Malos hábitos alimenticios disparan sobrepeso en escolares de Arequipa
El exceso de azúcar y alimentos procesados afectan la salud y el rendimiento de los niños.
Por: Daniela Nickole Santander Fotos: Jorge Esquivel
El inicio del año escolar ya está aquí y vuelve a entrar a colación la mala alimentación infantil, un problema creciente en la región. En Arequipa, las cifras de sobrepeso y obesidad en niños en edad escolar continúan en aumento, lo que preocupa a las autoridades sanitarias. De acuerdo con datos del Instituto Nacional de Salud y del Centro Nacional de Alimentación y Nutrición (CENAN), en el grupo de niños de 5 a 11 años el sobrepeso pasó de 24.4 % en 2024 a 25.4 % en 2025, mientras que la obesidad aumentó de 18.9 % a 19.7 %.
En la provincia de Arequipa, 25 de los 29 distritos presentan niveles de sobrepeso superiores al 20 %, mientras que en el caso de obesidad 10 distritos superan ese mismo porcentaje. Entre los distritos que registraron mayor incremento en los últimos dos años figuran Cayma, Hunter, La Joya, Paucarpata, Socabaya, Yanahuara y José Luis Bustamante y Rivero, entre otros. Según la nutricionista Ruth Medina, coordinadora de la Estrategia Sanitaria de Alimentación y Nutrición Saludable de la Red de Salud Arequipa-Caylloma, estas cifras muestran que la mala alimentación afecta tanto a zonas con mayores ingresos como a sectores con menos recursos.

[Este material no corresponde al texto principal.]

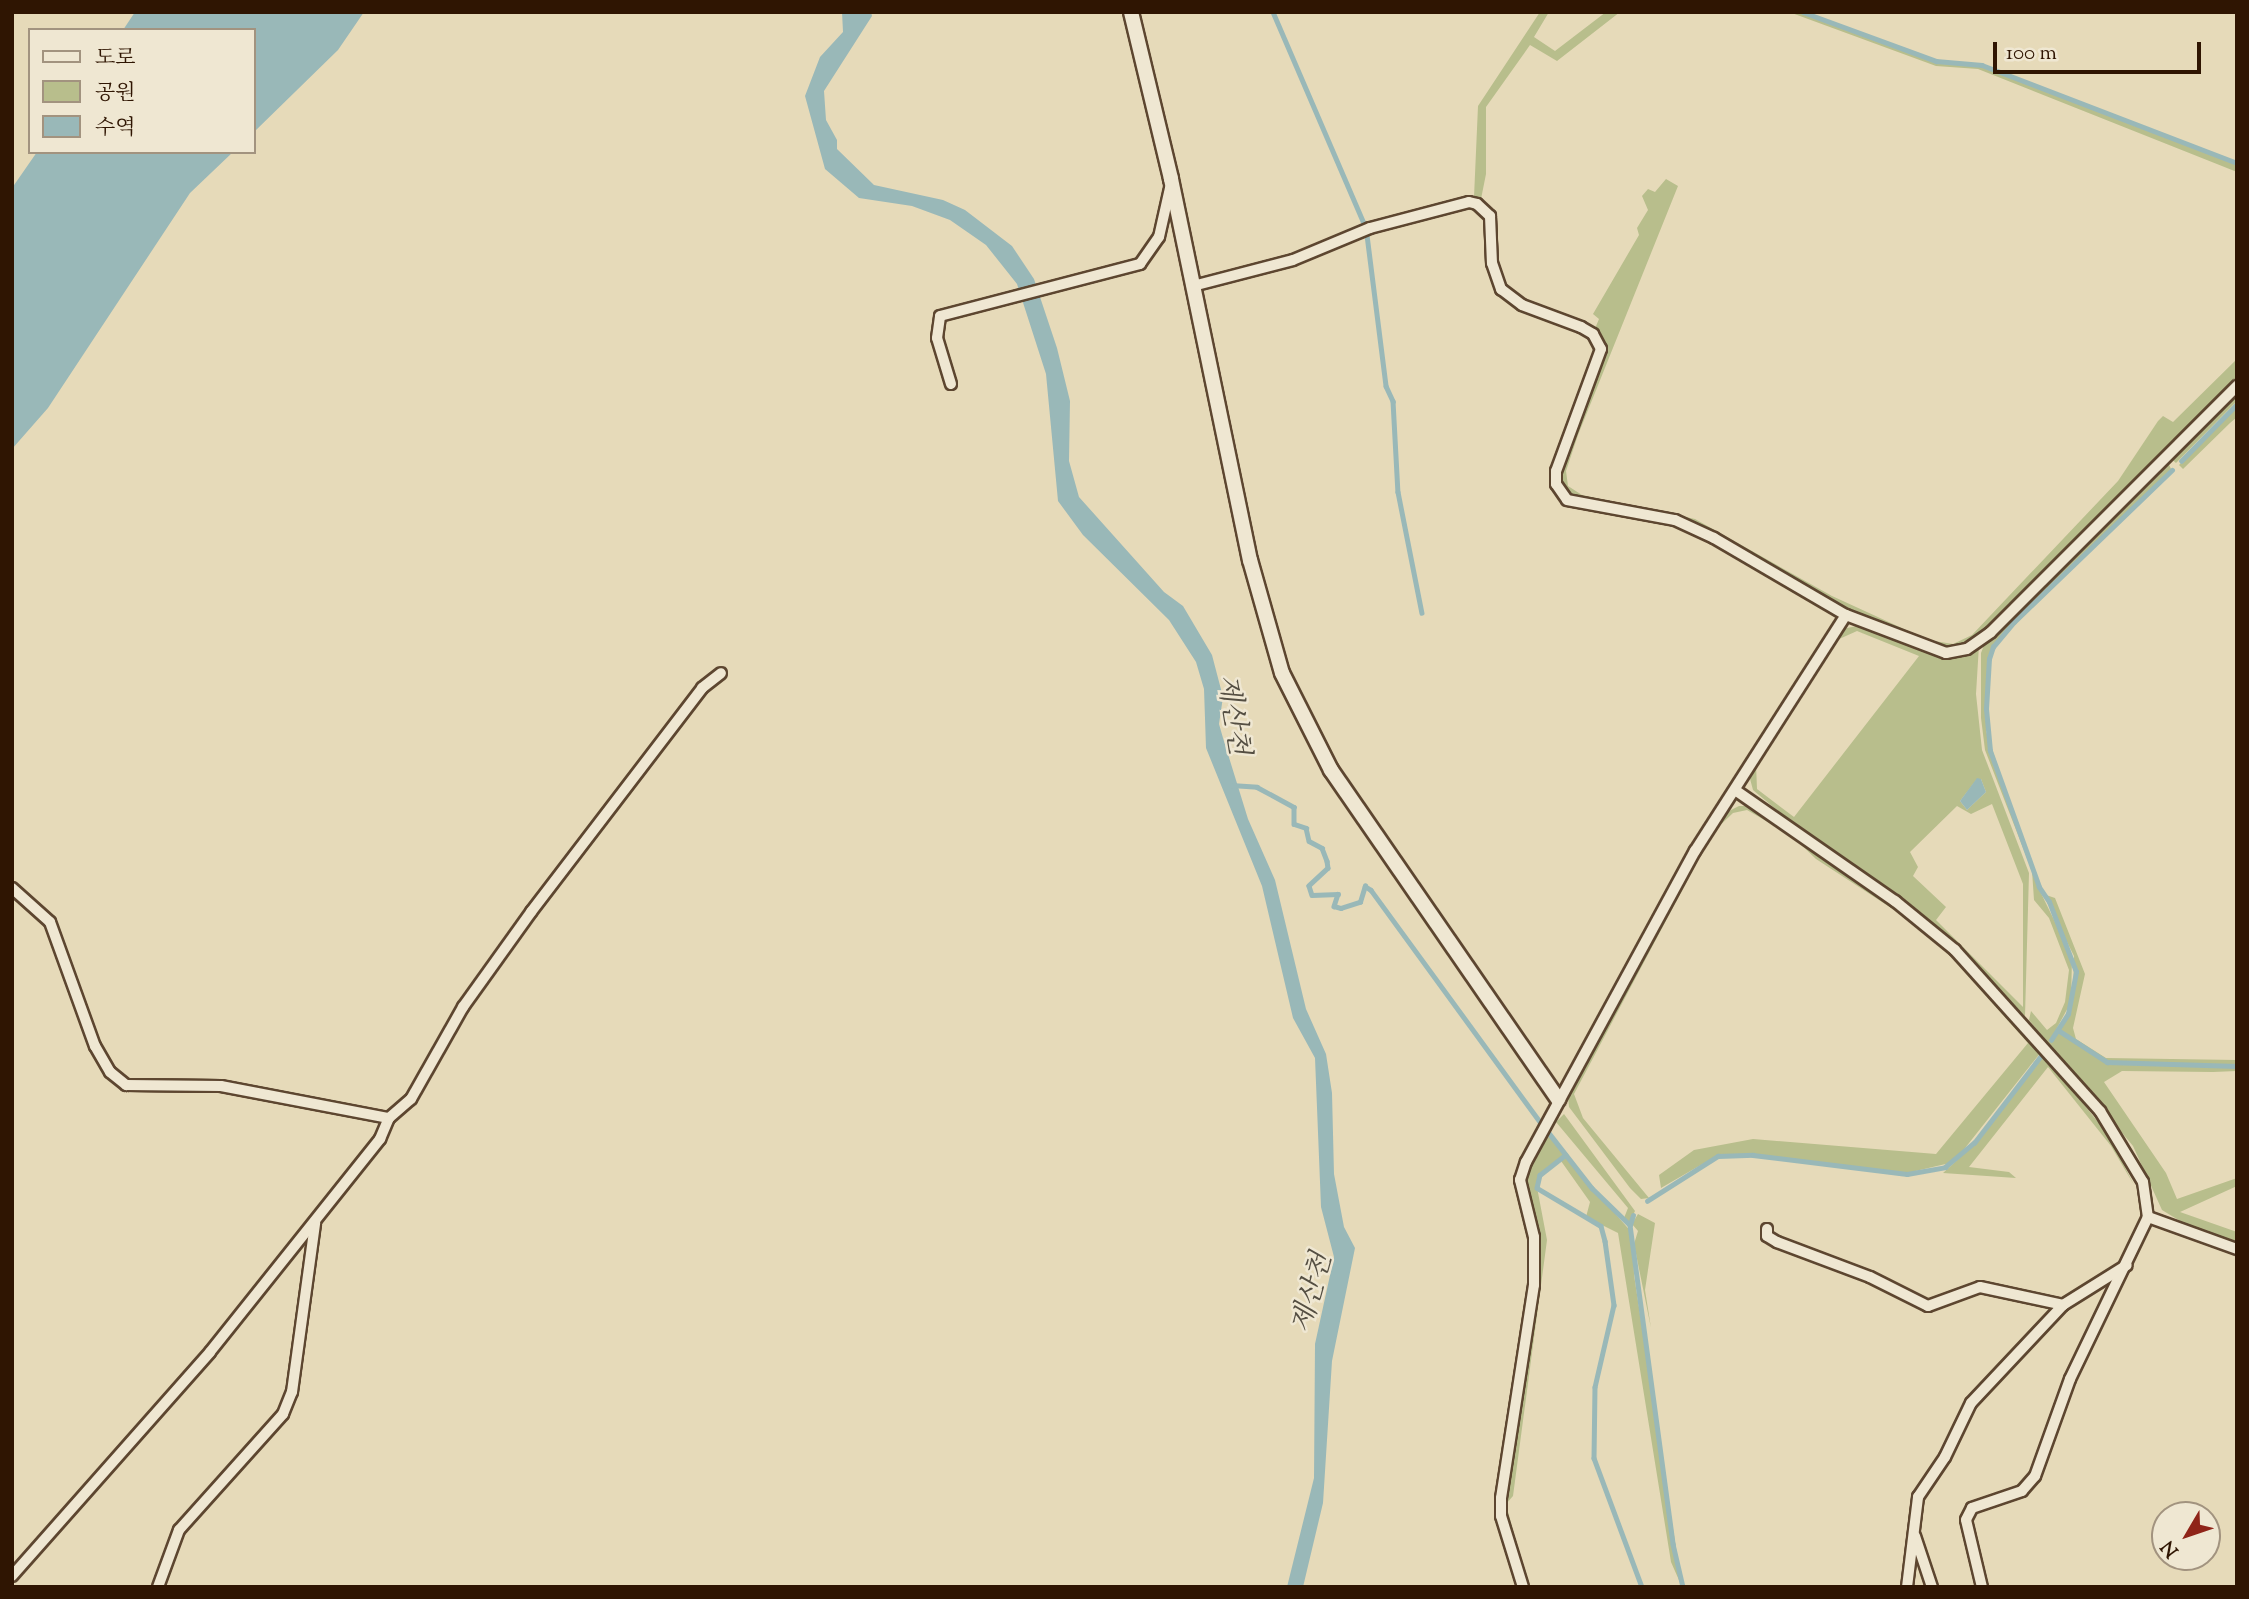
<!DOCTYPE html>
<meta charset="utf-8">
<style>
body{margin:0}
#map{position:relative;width:2249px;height:1599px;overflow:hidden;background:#e6dab9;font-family:"Sorts Mill Goudy","Noto Serif KR",serif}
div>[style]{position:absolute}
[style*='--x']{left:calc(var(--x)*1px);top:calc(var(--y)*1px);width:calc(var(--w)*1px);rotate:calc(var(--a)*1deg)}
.green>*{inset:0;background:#b8be8c}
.water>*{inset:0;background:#99b8b8}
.stream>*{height:4.5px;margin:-2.25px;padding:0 2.25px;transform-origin:2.25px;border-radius:2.25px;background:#99b8b8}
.roads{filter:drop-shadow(2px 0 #5d4630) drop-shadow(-2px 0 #5d4630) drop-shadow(0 2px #5d4630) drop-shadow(0 -2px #5d4630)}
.minor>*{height:10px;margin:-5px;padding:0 5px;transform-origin:5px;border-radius:5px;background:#efe7d2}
.tertiary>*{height:14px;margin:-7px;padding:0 7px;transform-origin:7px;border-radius:7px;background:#efe7d2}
span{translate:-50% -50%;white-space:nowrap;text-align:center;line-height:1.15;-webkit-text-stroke:5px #efe7d2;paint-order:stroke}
.water-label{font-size:28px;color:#544e42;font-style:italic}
.frame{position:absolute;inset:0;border:14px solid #2f1502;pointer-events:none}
.legend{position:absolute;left:28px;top:28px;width:228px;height:126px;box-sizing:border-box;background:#efe7d2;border:2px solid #a2937f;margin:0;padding:9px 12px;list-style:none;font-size:21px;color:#2f1502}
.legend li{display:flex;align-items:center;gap:14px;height:35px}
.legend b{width:35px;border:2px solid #a2937f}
.north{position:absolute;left:2151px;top:1501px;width:70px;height:70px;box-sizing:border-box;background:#efe7d2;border:2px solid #a2937f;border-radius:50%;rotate:231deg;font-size:19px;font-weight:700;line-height:28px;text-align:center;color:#2f1502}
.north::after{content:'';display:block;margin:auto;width:24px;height:32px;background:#8f2418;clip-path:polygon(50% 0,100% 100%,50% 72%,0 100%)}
.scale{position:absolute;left:1993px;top:42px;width:208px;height:32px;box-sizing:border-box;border:4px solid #2f1502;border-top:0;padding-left:9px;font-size:21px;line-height:24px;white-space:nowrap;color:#2f1502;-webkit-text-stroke:5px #efe7d2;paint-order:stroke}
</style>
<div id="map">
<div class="green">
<div style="clip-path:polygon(1540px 12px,1549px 12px,1534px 37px,1555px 51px,1606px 12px,1620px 12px,1557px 61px,1530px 45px,1486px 107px,1486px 174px,1481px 199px,1474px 197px,1478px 106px)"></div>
<div style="clip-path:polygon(1789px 12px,1801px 12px,1943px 64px,1982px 66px,2237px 165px,2237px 172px,1978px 69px,1936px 66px)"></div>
<div style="clip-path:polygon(1666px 179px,1678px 186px,1578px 435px,1566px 471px,1568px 486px,1582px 495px,1695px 519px,1832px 596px,1928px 640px,1953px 644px,1972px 635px,2118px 481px,2158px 421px,2163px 416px,2173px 422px,2237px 359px,2237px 377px,1985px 632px,1951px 650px,1848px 611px,1707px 531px,1569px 497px,1558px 480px,1601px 356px,1594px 331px,1599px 319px,1593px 314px,1639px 235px,1637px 228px,1648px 210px,1642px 196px,1648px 189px,1655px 192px)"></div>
<div style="clip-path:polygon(2237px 389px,2237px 401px,2176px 463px,2169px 457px)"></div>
<div style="clip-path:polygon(2237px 407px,2237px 417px,2230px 423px,2183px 469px,2179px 465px)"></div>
<div style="clip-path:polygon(2167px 460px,2171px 469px,1992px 646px,1986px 684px,1986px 731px,2038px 887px,2072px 957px,2071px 1002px,2051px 1039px,2059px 1031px,2107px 1063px,2237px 1067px,2237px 1071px,2213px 1072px,2122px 1071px,2104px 1082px,2166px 1173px,2177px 1199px,2237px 1178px,2237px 1186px,2180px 1212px,2237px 1232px,2237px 1244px,2190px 1227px,2162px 1210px,2133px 1146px,2029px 1020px,2031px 1011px,2047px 1030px,2056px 1023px,2065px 1002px,2069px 970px,2049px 918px,2034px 900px,2032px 871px,1985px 750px,1981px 718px,1981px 653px,1986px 640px)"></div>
<div style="clip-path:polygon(evenodd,1857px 626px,1941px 657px,1968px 653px,1979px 645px,1976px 694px,1982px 750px,2029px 873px,2025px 1016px,1911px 906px,1817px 844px,1753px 790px,1749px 775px,1755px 757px,1824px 648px,1842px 629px,1857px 626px,1857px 631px,1919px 656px,1794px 817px,1757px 789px,1756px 764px,1820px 662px,1837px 640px,1857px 631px,1857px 626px,1977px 779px,1981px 779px,1986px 792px,1967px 810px,1960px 801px,1977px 779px,1857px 626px,1992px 804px,2023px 884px,2023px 1007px,1936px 920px,1946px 907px,1913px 876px,1918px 867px,1910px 852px,1957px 806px,1971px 814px,1992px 804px)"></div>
<div style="clip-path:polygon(1739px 806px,1750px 806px,1795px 834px,1821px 859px,1890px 902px,1951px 952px,2041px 1052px,1954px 1162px,1907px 1173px,1753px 1154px,1718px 1155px,1661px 1188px,1659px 1175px,1694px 1150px,1753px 1139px,1936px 1154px,2028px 1043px,1946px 951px,1905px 917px,1816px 859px,1792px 836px,1747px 810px,1733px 813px,1713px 832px,1574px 1094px,1583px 1118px,1649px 1198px,1641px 1199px,1630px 1188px,1569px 1107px,1568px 1097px,1580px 1071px,1695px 857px,1723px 814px)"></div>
<div style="clip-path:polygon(2043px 894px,2055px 898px,2085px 974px,2073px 1028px,2076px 1039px,2106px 1058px,2237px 1060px,2237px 1065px,2107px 1061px,2075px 1043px,2060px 1030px,2073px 1002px,2074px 956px)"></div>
<div style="clip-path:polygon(2044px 1056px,2108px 1134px,2134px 1185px,2111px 1146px,2048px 1067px,1969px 1167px,2009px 1172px,2016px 1178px,1943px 1173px,1974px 1145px)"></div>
<div style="clip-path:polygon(1564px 1114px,1635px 1211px,1629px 1223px,1624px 1218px,1628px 1208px,1556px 1122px)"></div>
<div style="clip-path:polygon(1547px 1131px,1564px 1155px,1536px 1182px,1547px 1240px,1513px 1496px,1506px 1504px,1528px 1587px,1504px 1513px,1535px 1316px,1538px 1265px,1527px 1175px)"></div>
<div style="clip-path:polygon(1566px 1157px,1633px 1234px,1634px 1275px,1682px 1587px,1671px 1562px,1618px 1233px,1586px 1217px,1590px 1202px,1561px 1161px)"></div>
<div style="clip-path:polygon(1638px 1214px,1655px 1223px,1645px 1290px,1651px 1328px,1634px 1244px,1638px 1231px,1632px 1224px)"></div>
</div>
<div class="water">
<div style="clip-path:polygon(135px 12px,364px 12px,338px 50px,254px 132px,254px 30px,123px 30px)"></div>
<div style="clip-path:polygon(842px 12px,871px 12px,872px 16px,824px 91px,826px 120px,837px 140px,837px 149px,874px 185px,943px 200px,965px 210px,1012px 246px,1034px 279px,1057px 348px,1070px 401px,1069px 461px,1079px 497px,1164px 592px,1183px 606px,1212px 655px,1223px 697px,1219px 724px,1223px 738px,1248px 819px,1275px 880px,1306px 1009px,1326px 1054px,1332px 1093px,1334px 1174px,1344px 1227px,1355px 1248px,1332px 1361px,1323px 1503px,1303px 1587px,1287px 1587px,1314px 1478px,1315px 1344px,1334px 1257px,1321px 1207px,1315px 1058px,1293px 1018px,1262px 886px,1206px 748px,1204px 689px,1196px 662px,1169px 620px,1083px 535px,1058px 501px,1046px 374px,1017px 284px,986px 245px,950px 220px,912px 206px,859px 198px,825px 169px,805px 96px,820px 57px,843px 32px)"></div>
<div style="clip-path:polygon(37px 152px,233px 152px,190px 193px,48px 408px,12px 449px,12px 188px)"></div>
<div style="clip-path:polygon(1977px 778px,1981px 779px,1986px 792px,1967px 810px,1960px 801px)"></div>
</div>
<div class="stream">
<div style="--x:1273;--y:12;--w:228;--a:66.7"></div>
<div style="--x:1803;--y:12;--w:142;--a:20.2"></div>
<div style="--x:1936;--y:61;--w:46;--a:5"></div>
<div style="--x:1982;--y:65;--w:273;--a:21"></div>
<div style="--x:1367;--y:235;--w:152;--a:82.8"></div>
<div style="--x:1386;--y:386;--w:17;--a:65"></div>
<div style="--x:1393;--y:401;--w:91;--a:86.9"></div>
<div style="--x:1398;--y:492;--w:123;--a:78.8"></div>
<div style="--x:2181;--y:461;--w:80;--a:-45.5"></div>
<div style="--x:1231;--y:785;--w:26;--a:4"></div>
<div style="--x:1257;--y:787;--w:42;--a:28.4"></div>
<div style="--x:1294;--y:807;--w:17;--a:90"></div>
<div style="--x:1294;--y:824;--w:13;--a:18"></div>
<div style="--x:1306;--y:828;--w:13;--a:77"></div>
<div style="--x:1309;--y:841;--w:15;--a:28"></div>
<div style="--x:1322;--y:848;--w:14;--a:69"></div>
<div style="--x:1327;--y:861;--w:7;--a:82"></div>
<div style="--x:1328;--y:868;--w:26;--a:137"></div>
<div style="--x:1309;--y:886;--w:9;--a:72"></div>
<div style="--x:1312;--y:895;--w:26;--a:-2"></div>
<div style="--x:1338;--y:894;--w:13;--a:108"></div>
<div style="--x:1334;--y:906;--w:7;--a:16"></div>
<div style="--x:1341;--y:908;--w:20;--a:-18"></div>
<div style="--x:1360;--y:902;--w:17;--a:-73"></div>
<div style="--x:1365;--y:886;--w:7;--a:34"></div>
<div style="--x:1371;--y:890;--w:288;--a:53.9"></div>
<div style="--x:2058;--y:1030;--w:59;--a:33.1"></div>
<div style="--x:2107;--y:1062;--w:130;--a:1.8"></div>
<div style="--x:2051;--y:1040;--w:31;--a:-57"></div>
<div style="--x:2068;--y:1014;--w:43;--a:-79.2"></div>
<div style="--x:2076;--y:972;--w:75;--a:-111.1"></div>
<div style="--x:2049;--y:902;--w:18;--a:-124"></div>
<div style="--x:2039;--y:887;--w:145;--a:-109.8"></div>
<div style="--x:1990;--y:751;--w:42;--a:-95.4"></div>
<div style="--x:1986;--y:709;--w:50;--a:-86.6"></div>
<div style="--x:1989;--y:659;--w:13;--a:-72"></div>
<div style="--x:1993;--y:647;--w:33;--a:-50"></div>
<div style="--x:2014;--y:622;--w:219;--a:-43.9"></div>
<div style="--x:1549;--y:1133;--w:70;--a:52"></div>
<div style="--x:1592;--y:1188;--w:53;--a:44.2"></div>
<div style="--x:1630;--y:1225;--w:10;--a:-73"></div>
<div style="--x:1566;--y:1155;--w:33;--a:142"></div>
<div style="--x:1540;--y:1175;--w:13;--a:103"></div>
<div style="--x:1537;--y:1188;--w:74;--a:30.7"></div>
<div style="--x:1601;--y:1226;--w:16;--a:75"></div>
<div style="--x:1605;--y:1241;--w:65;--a:82"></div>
<div style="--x:1614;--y:1305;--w:84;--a:103"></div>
<div style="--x:1595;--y:1387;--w:71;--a:90.8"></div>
<div style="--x:1594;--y:1458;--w:138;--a:69.6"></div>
<div style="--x:1647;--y:1201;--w:84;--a:-32.4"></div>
<div style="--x:1718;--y:1156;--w:35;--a:-2"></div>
<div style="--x:1753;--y:1155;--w:155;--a:7"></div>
<div style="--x:1907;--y:1174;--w:39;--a:-10"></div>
<div style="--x:1945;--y:1167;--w:38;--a:-40"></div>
<div style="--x:1974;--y:1143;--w:108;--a:-52.5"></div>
<div style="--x:1630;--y:1225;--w:322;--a:82.3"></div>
<div style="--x:1673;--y:1544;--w:44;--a:76.9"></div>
</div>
<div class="roads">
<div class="minor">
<div style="--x:1193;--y:286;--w:103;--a:-14.6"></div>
<div style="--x:1293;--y:260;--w:83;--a:-22.6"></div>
<div style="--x:1370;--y:228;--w:102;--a:-14.7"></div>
<div style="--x:1469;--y:202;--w:8;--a:14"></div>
<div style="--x:1477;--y:204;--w:18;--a:43"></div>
<div style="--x:1490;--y:216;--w:47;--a:87.6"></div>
<div style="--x:1492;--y:263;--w:28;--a:71"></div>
<div style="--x:1501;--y:289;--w:26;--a:37"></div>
<div style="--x:1522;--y:305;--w:63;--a:20.4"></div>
<div style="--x:1581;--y:327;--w:14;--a:30"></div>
<div style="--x:1593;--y:334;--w:17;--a:62"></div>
<div style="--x:1601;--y:349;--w:130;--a:110.2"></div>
<div style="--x:1556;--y:471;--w:13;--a:90"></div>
<div style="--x:1556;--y:484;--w:19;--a:55"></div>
<div style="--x:1567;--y:500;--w:110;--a:10.5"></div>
<div style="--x:1675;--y:520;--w:43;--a:24.8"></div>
<div style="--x:1714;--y:538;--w:153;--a:30.3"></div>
<div style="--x:1846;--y:615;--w:107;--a:20.8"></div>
<div style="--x:1946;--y:653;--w:21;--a:-11"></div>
<div style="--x:1967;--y:649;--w:29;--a:-35"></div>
<div style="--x:1991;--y:632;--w:348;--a:-45"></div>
<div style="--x:951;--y:384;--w:48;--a:-106.9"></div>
<div style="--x:937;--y:338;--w:22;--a:-82"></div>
<div style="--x:940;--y:316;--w:207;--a:-14.6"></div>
<div style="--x:1140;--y:264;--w:33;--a:-55"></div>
<div style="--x:1159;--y:237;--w:50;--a:-77.3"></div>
<div style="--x:1735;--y:790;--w:195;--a:34.8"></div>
<div style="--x:1895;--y:901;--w:77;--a:39.2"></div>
<div style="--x:1955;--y:950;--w:217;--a:48"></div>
<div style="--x:2100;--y:1111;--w:83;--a:58.8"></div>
<div style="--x:2143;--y:1182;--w:35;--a:82"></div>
<div style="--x:2148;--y:1217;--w:180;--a:115.7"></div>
<div style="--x:2070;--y:1379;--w:103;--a:109.8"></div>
<div style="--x:2035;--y:1476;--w:20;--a:131"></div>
<div style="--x:2022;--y:1491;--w:53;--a:161.2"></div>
<div style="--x:1972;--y:1508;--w:13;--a:117"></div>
<div style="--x:1966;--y:1520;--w:69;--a:76.6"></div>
<div style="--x:12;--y:888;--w:51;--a:41.8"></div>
<div style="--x:50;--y:922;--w:132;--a:70.1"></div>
<div style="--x:95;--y:1046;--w:30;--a:60"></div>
<div style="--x:110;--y:1072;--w:21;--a:39"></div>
<div style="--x:126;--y:1085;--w:95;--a:0.6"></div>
<div style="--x:221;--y:1086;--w:171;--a:10.8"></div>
<div style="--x:2148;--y:1217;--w:95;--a:19.8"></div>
<div style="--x:1767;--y:1229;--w:7;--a:90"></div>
<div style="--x:1767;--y:1236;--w:12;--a:31"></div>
<div style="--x:1777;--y:1242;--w:99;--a:20.6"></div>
<div style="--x:1870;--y:1277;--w:65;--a:26.6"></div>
<div style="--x:1928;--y:1306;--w:55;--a:-20.1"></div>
<div style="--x:1980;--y:1287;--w:85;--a:12.2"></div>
<div style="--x:1915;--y:1536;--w:54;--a:71.6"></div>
<div style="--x:12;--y:1576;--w:299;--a:-48.5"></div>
<div style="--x:210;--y:1352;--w:273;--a:-51.4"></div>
<div style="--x:380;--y:1139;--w:23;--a:-67"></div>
<div style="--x:389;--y:1118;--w:29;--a:-41"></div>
<div style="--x:411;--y:1099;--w:106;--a:-60.5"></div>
<div style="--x:463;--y:1007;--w:117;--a:-54.4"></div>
<div style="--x:531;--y:912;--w:282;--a:-52.6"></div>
<div style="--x:702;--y:688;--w:24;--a:-38"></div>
<div style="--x:158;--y:1587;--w:61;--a:-69.8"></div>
<div style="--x:179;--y:1530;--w:156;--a:-48.1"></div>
<div style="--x:283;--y:1414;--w:24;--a:-68"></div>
<div style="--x:292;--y:1392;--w:171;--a:-82.2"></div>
<div style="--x:1523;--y:1587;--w:74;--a:-107.2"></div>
<div style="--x:1501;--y:1516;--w:18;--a:-90"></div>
<div style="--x:1501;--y:1498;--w:216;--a:-81.2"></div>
<div style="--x:1534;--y:1285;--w:48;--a:-90"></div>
<div style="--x:1534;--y:1237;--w:59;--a:-103.8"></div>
<div style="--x:1520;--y:1180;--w:19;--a:-72"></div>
<div style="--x:1526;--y:1162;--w:354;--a:-61.5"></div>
<div style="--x:1695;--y:851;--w:280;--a:-57.4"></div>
<div style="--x:1907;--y:1587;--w:91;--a:-83"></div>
<div style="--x:1918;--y:1497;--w:48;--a:-56"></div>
<div style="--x:1945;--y:1457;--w:60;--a:-64.3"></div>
<div style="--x:1971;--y:1403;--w:134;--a:-46.8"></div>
<div style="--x:2063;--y:1305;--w:75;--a:-32"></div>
</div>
<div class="tertiary">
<div style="--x:1131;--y:12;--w:172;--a:76.5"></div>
<div style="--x:1171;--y:179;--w:389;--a:78.3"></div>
<div style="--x:1250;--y:560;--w:117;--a:74.2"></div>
<div style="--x:1282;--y:673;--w:109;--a:63.2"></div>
<div style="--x:1331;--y:770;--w:400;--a:55.4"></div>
</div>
</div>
<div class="water-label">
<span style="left:1232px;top:715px;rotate:81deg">제산천</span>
<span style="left:1313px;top:1293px;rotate:-74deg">제산천</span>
</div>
<div class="frame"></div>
<ul class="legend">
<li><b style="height:9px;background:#efe7d2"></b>도로</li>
<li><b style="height:19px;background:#b8be8c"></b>공원</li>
<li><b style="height:19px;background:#99b8b8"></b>수역</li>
</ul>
<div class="north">N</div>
<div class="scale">100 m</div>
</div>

Aunque el problema más visible es el exceso de peso, también persisten otros indicadores preocupantes. En el caso de la anemia en niños de 5 a 11 años, el porcentaje pasó de 38 % en 2024 a 33.3 % en 2025, lo que representa una reducción, pero todavía se mantiene por encima del 20 % en 23 distritos de la provincia. En cuanto a la desnutrición o delgadez, los casos se mantienen entre 1.2 % y 1.5 %, cifras menores, pero que aún requieren atención.
Uno de los principales factores asociados a estos problemas son los hábitos alimentarios en casa, especialmente en la preparación de loncheras escolares. La especialista advirtió que muchos padres envían alimentos poco equilibrados, priorizando productos atractivos para los niños, pero con bajo valor nutricional.

“Por lo general se observa que los padres con el afán de presentar al niño una lonchera escolar más atractiva envían bebidas muy azucaradas, jugos de frutas que con el transcurso de la mañana se pueden fermentar, frituras en exceso, poca variedad en los alimentos, es frecuente también una lonchera pobre en proteínas y poco equilibrada, en algunos casos también se observa la inclusión de productos industrializados y ultra procesados», indicó.
El consumo habitual de este tipo de productos puede afectar el rendimiento escolar y el desarrollo cognitivo de los niños. «A corto plazo afecta el rendimiento escolar, ya que las cantidades excesivas de grasas saturadas, azucares simples, contenido elevado de sodio, se asocian con déficit de atención, ansiedad, depresión y posible alteraciones en el desarrollo cognitivo, pero a mediano y largo plazo, son el precedente para las enfermedades cardiovasculares, diabetes, sobrepeso, obesidad, niveles altos de colesterol entre otras. A corto plazo puede provocar déficit de atención o ansiedad, mientras que a largo plazo aumenta el riesgo de enfermedades como diabetes, colesterol alto o problemas cardiovasculares», agrega la especialista.

¿Qué debería contener una lonchera saludable?
-Para una jornada escolar adecuada, la nutricionista recomienda que las loncheras incluyan tres grupos de alimentos: Proteínas (huevo, pollo, queso, yogur natural, pescado o carnes). Frutas o verduras (frutas de estación, palta o aceitunas). Carbohidratos complejos (pan integral, avena, quinua, camote o maíz). Además, aconseja incluir agua como bebida principal, evitando gaseosas o jugos azucarados.
Finalmente, Medina recomendó a los padres planificar las loncheras con anticipación, especialmente en hogares donde ambos trabajan, para asegurar variedad y equilibrio nutricional. “Es importante organizarse y dejar adelantados algunos procesos desde la noche anterior para que preparar la lonchera no sea estresante y se pueda mantener en el tiempo”, señaló.
La especialista también sugiere involucrar a los niños en la planificación de sus alimentos, tomando en cuenta sus gustos, pero evitando frituras y productos ultra procesados.